Consider this: much of modern marketing works by manipulating you, your image of yourself, and the shared cultural imagery and icons we have stored in our brains.  There’s a fascinating ad for a kitchen remodeling company that I’ve used for years when I speak.  It shows a professional woman who has just walked in the door and into her perfect kitchen where her husband, apron affixed, is preparing a wonderful meal.  He clearly arrived home before her, is attentive, and fixed her dinner…and if you have a kitchen like this, that could be your life.  Or consider another ad from LL Bean.  It shows a bucolic lake scene with mountains in the distance. In the foreground, there is a man chopping wood wearking LL Bean clothes. This guy lives an idyllic, uncomplicated, outdoorsman’s life.  The only problem with this ad is that 70-80% of LL Bean’s sales are to people in urban and suburban areas.  These ads represent something that is not real for very many people. The promise is that the kitchen or the clothes will enable you to have that life, the life you truly want.

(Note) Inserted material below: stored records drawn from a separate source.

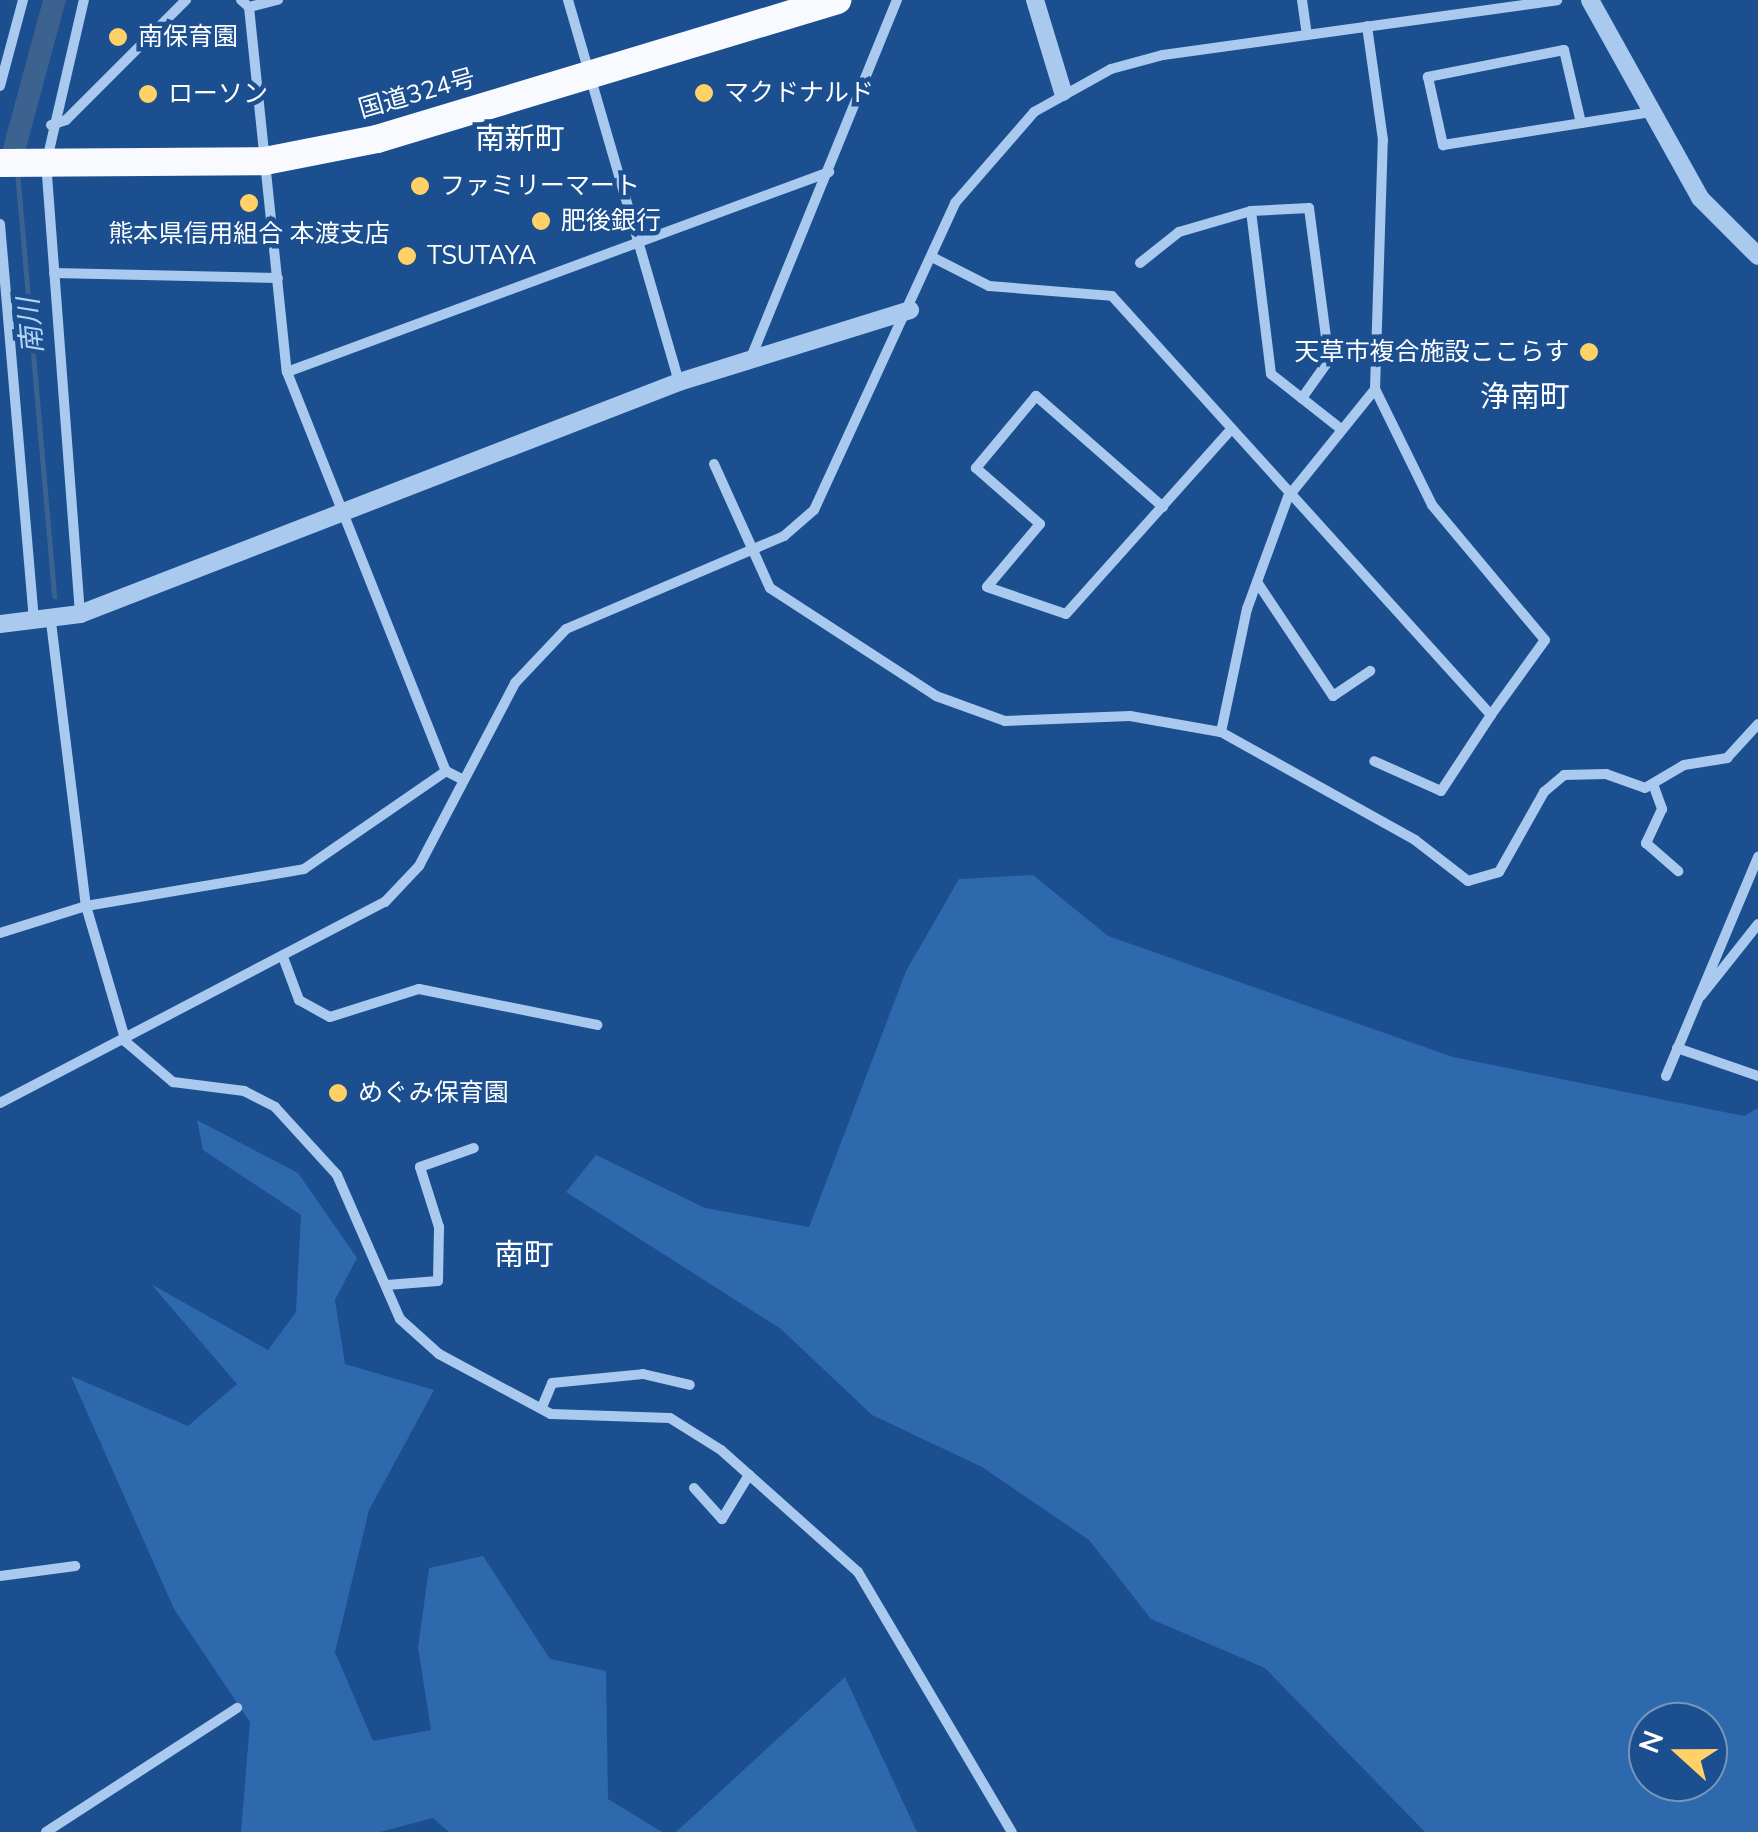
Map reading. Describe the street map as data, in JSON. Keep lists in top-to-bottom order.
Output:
{
  "streets": {
    "highway": ["国道324号"]
  },
  "districts": ["南新町", "浄南町", "南町"],
  "water": ["南川"],
  "places": [
    "南保育園",
    "マクドナルド",
    "ローソン",
    "ファミリーマート",
    "熊本県信用組合 本渡支店",
    "肥後銀行",
    "TSUTAYA",
    "天草市複合施設ここらす",
    "めぐみ保育園"
  ],
  "north": "left"
}
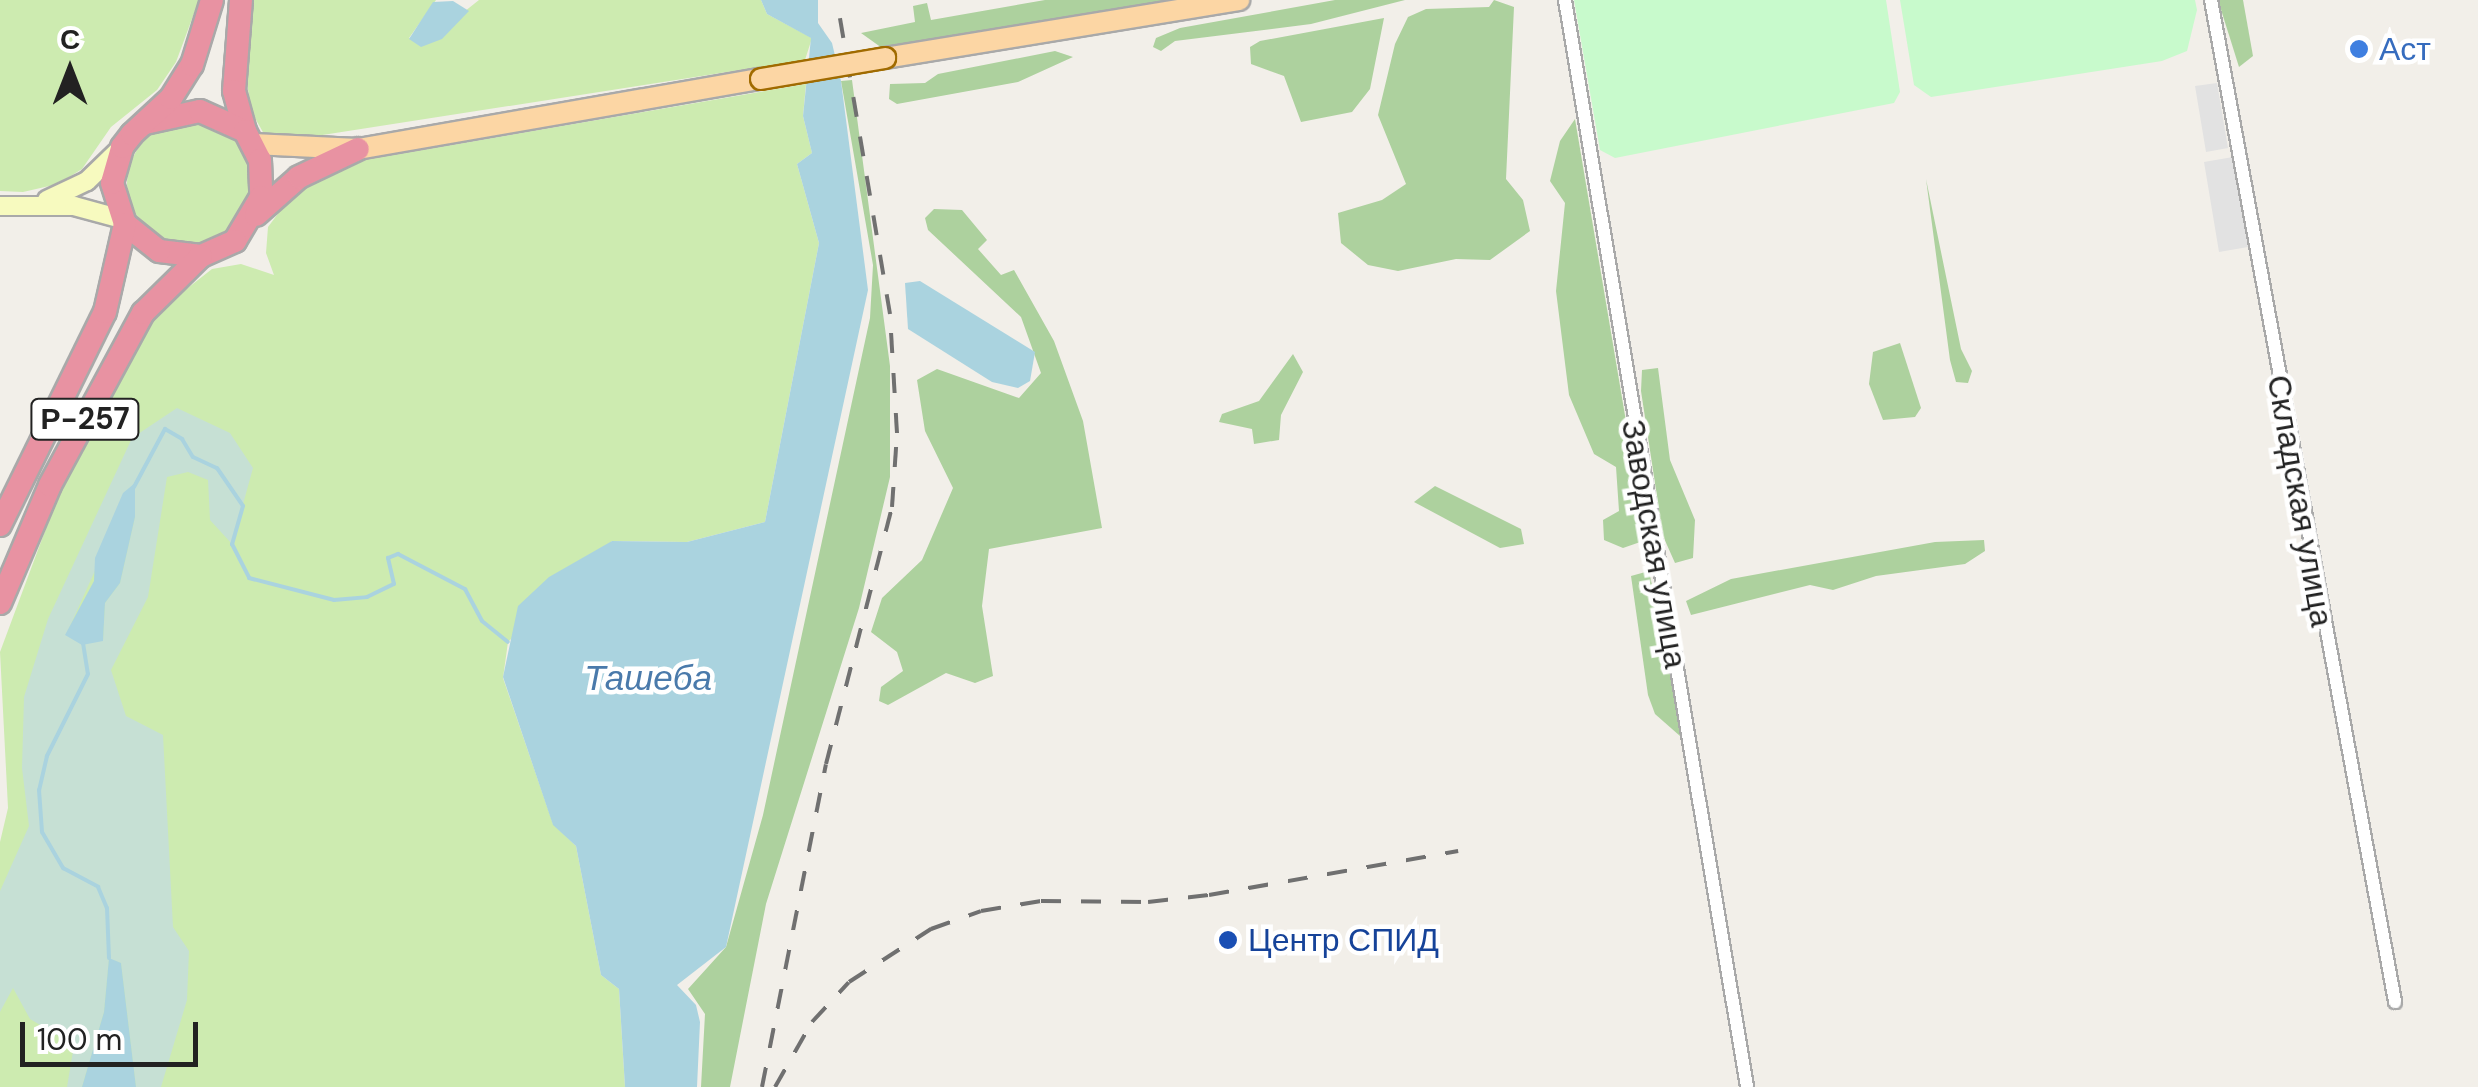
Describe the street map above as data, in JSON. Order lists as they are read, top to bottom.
{
  "streets": {
    "highway": ["Р-257"],
    "street": ["Складская улица", "Заводская улица"]
  },
  "water": ["Ташеба"],
  "places": ["Аст", "Центр СПИД"],
  "scale_bar": "100 m",
  "north": "top"
}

Modern marketing, especially the area of branding, is about getting you to have a deep, personal, identity-level relationship with products. These marketing techniques are incredibly effective. We all own clothes we don’t really need. Many of us will actually argue with our closest friends about one brand over another. We love some brands and hate others, often defending our brand preferences by the very ideals established by the brands themselves, like quality, safety, or status.

In the end, good marketing and brand work results in higher sales and higher profits. But should I, as a Christian, look at this type of work? Is it deception? I know that marketing and branding appeals to our inner idols. Should I do it anyway just to drive sales? I know I can.  Marketing works.  But should I?

No Pollyanna answers here.  My bonus depends on this ad campaign working, and my children don’t go to school if I can’t do these things well.  So how do I honor the Lord in this?  Let’s get past the ideas of “Well, do your marketing for Christian organizations.”  There aren’t enough of them out there.  And let’s get past the ideas of “Well, only work for clients who are socially responsible.”  That’s great, and I wish every company were.  But there’s got to be more to be said, at least this: it comes down to how you view the person on the other end – if that person is made in the image of God, what do I owe him? Shouldn’t the terms of my relationship with that person be defined by the character of the one who formed both of us (i.e. truth, love, goodness, etc.)? The relationship the business has with the customer says everything, and marketing is a huge part of that relationship.  Manipulable is disposable.  I don’t need YOU, just your cash, and I’ll happily use you and then move on.

Biblically, it can’t be that. Biblically, being in the image of God is what makes us free to be everything we can be, what God would have us be.  The challenge for me as a marketing professional, then, is to ask myself: What would marketing look like that honors the image of God in those to whom we market, that frees them instead of enslaving them, that honors God’s purposes in making them?  What would marketing look like that honors the customer as being in the image of God?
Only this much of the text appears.